SOURCE INFORMATION Block Start

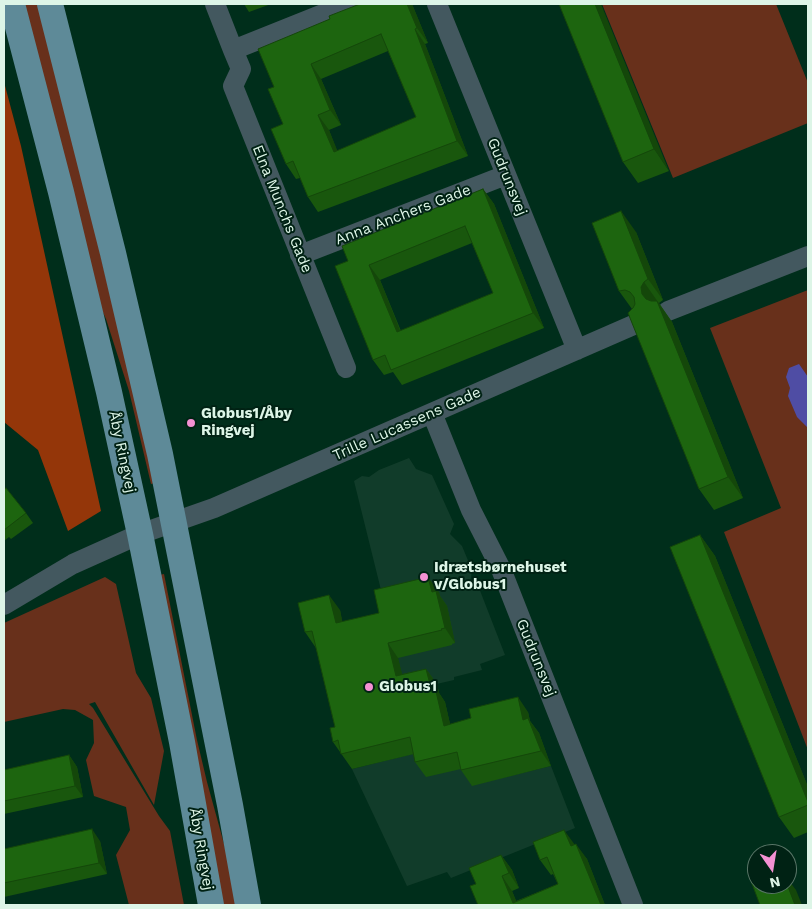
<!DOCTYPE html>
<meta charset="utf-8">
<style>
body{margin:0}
#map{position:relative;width:812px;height:909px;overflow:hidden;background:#002e1b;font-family:"Work Sans",sans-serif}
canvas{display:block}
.frame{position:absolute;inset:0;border:5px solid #ddf5e7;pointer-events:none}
.north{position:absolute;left:747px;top:844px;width:50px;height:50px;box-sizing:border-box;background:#002214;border:1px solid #587668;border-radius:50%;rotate:167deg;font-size:14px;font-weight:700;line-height:20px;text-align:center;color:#ddf5e7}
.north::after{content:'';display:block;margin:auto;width:18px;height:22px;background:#f491d3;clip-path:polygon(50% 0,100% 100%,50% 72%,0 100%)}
</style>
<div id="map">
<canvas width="812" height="909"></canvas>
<div class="frame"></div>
<div class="north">N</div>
</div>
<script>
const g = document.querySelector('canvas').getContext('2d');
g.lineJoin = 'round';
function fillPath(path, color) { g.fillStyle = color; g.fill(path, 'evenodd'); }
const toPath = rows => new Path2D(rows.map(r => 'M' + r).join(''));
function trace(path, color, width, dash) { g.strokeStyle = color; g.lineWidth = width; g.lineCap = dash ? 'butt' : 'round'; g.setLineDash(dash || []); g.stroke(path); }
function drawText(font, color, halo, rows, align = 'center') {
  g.font = font + ' "Work Sans",sans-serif'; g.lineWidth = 4; g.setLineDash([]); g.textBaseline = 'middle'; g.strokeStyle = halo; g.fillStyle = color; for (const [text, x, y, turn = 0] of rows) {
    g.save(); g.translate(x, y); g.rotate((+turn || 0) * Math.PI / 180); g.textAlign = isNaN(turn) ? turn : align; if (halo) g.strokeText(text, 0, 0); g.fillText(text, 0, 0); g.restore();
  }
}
fillPath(toPath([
 [409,458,416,469,432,475,454,524,450,534,462,546,472,570,470,584,479,588,505,655,480,664,482,670,454,677,454,680,406,691,354,481,362,476,369,477,379,470],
 [420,752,454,758,472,785,551,766,575,828,451,878,447,872,407,886,352,769]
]), '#113c2a');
fillPath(toPath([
 [24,4,38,4,77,156,155,483,151,484,129,391,106,319,99,304],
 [602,4,776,4,808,83,808,123,673,178],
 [808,290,808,750,724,532,781,508,710,328],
 [164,574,197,740,207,782,232,873,237,905,223,905,159,575],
 [105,577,116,584,136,673,151,698,164,751,154,805,95,702,89,704,93,708,159,816,170,831,184,905,129,905,116,855,130,830,126,807,94,796,86,760,94,743,93,720,75,710,63,709,4,722,4,623]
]), '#68301b');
fillPath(toPath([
 [4,82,21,146,101,511,68,531,38,450,4,422]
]), '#943609');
fillPath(toPath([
 [799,364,808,377,808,428,797,417,788,396,790,388,786,377,789,368]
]), '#4f4da4');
trace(toPath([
 [215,4,233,50,348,4],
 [437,4,577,350],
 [233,50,241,69,233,86,346,368],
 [300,255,506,175],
 [668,311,808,256],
 [432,413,471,510,501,569,633,905],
 [4,605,73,564,140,534,214,508,638,323]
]), '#43585f', 20);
trace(toPath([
 [12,4,61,192,109,392,140,534,182,742,211,905],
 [50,4,113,253,160,454,230,805,248,905]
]), '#5e8a98', 26);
fillPath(toPath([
 [244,4,271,4,249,12],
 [412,4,428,43,425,44,468,156,318,212,308,197,300,178,296,179,286,164,283,124,274,87,330,19],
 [388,51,416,117,337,151,329,130,341,125,321,79],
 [559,4,669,171,638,183,623,162],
 [483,189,494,204,544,328,402,385,393,372,384,375,373,360,348,261],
 [472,243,493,293,401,331,380,280],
 [636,232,663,300,659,303,672,322,743,498,714,510,699,489,632,309,619,291],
 [4,490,26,513,33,523,11,539,9,537,4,541],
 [700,535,715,556,808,787,808,832,794,838,779,817],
 [439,592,440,596,447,606,455,643,452,644,452,645,398,658,402,674,426,669,437,684,439,693,445,702,450,724,528,712,530,721,539,733,551,766,472,786,461,770,461,769,426,777,415,762,414,754,352,769,333,742,335,727,316,648,305,632,340,610,342,622,379,613],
 [69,755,77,767,83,797,4,814,4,770],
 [100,841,107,874,4,897,4,849],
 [574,844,587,859,605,905,478,905,476,884,501,855,512,870,519,888,512,891,516,901,558,884,553,874,551,875,540,860]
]), '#19570d');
fillPath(toPath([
 [407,4,412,4,428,43,417,28],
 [595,4,601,4,669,171,654,149],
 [415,29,425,44,468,156,457,141],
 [311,64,321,79,341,125,330,110],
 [318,115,329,130,344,167,334,152],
 [483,189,494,204,544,328,533,313],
 [621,211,636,232,663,300,648,279],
 [369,265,380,280,407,348,397,332],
 [644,282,672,322,743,498,728,477,657,316,642,294,641,287],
 [700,535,715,556,808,787,808,802],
 [428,577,439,592,440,596,447,606,455,643,445,628,432,592],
 [329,595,340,610,346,638,336,623],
 [388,643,398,658,406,691,396,676],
 [426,669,437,684,439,693,445,702,454,741,444,726,431,688],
 [518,697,528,712,530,721,539,733,551,766,541,751,523,720],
 [69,755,77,767,83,797,75,786],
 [92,829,100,841,107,874,99,863],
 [564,830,575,845,571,846],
 [576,844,587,859,605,905,601,905],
 [501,855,512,870,519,888,509,873],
 [502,876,512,891,518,905,513,903],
 [787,878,796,890,802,905,795,905,787,884]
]), '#14470a');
const building = toPath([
 [360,4,407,4,417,28,415,29,457,141,308,197,293,161,286,164,271,129,283,124,268,89,274,87,258,49,330,19,329,16,360,4],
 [381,34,416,117,334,152,318,115,330,110,311,64,381,34],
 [559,4,595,4,654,149,623,162,559,4],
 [483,189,533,313,391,370,385,355,373,360,335,266,348,261,342,246,483,189],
 [465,226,493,293,397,332,369,265,465,226],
 [621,211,648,279,644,282,641,287,642,294,646,299,651,301,657,301,728,477,699,489,628,313,633,308,635,304,634,297,630,292,625,290,619,291,592,223,621,211],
 [6,488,26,513,4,530,4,490,6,488],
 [700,535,808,802,808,805,779,817,670,547,700,535],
 [428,577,432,592,436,591,445,628,441,629,442,630,388,643,396,676,426,669,431,688,435,687,444,726,471,718,469,709,518,697,523,720,528,718,541,751,461,770,457,752,415,762,410,737,341,754,338,740,333,742,330,728,335,727,312,631,305,632,298,603,329,595,336,623,379,613,374,590,428,577],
 [69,755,75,786,4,801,4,770,69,755],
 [92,829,99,863,4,883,4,849,92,829],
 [564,830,571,846,576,844,601,905,478,905,470,886,476,884,469,868,501,855,509,873,502,876,513,903,558,884,547,857,540,860,533,842,564,830],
 [757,879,757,884,787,884,795,905,760,905,751,881,757,879]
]);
fillPath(building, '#1d650f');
trace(building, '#14470a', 1);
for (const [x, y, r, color] of [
 [191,423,5,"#f491d3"],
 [424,577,5,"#f491d3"],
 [369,687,5,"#f491d3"]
]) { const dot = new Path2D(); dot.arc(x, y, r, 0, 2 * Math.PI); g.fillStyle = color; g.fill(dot); trace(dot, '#002214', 2); }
drawText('15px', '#ddf5e7', '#002214', [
 ["Gudrunsvej",507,177,68],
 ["Elna Munchs Gade",282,209,68],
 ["Anna Anchers Gade",403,215,-21],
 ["Trille Lucassens Gade",407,424,-24],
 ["Åby Ringvej",122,452,78],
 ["Gudrunsvej",536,658,68],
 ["Åby Ringvej",201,849,80]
]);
drawText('bold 15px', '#ddf5e7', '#002214', [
 ["Globus1/Åby",201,414],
 ["Ringvej",201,431],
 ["Idrætsbørnehuset",434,568],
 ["v/Globus1",434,585],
 ["Globus1",379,687]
], 'left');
</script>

SOURCE INFORMATION Block End

TASK DESCRIPTION - Only the lines of the data holding the string "rows" are wanted; copy each of them.

ANSWER FOR THIS EXERCISE -
const toPath = rows => new Path2D(rows.map(r => 'M' + r).join(''));
function drawText(font, color, halo, rows, align = 'center') {
  g.font = font + ' "Work Sans",sans-serif'; g.lineWidth = 4; g.setLineDash([]); g.textBaseline = 'middle'; g.strokeStyle = halo; g.fillStyle = color; for (const [text, x, y, turn = 0] of rows) {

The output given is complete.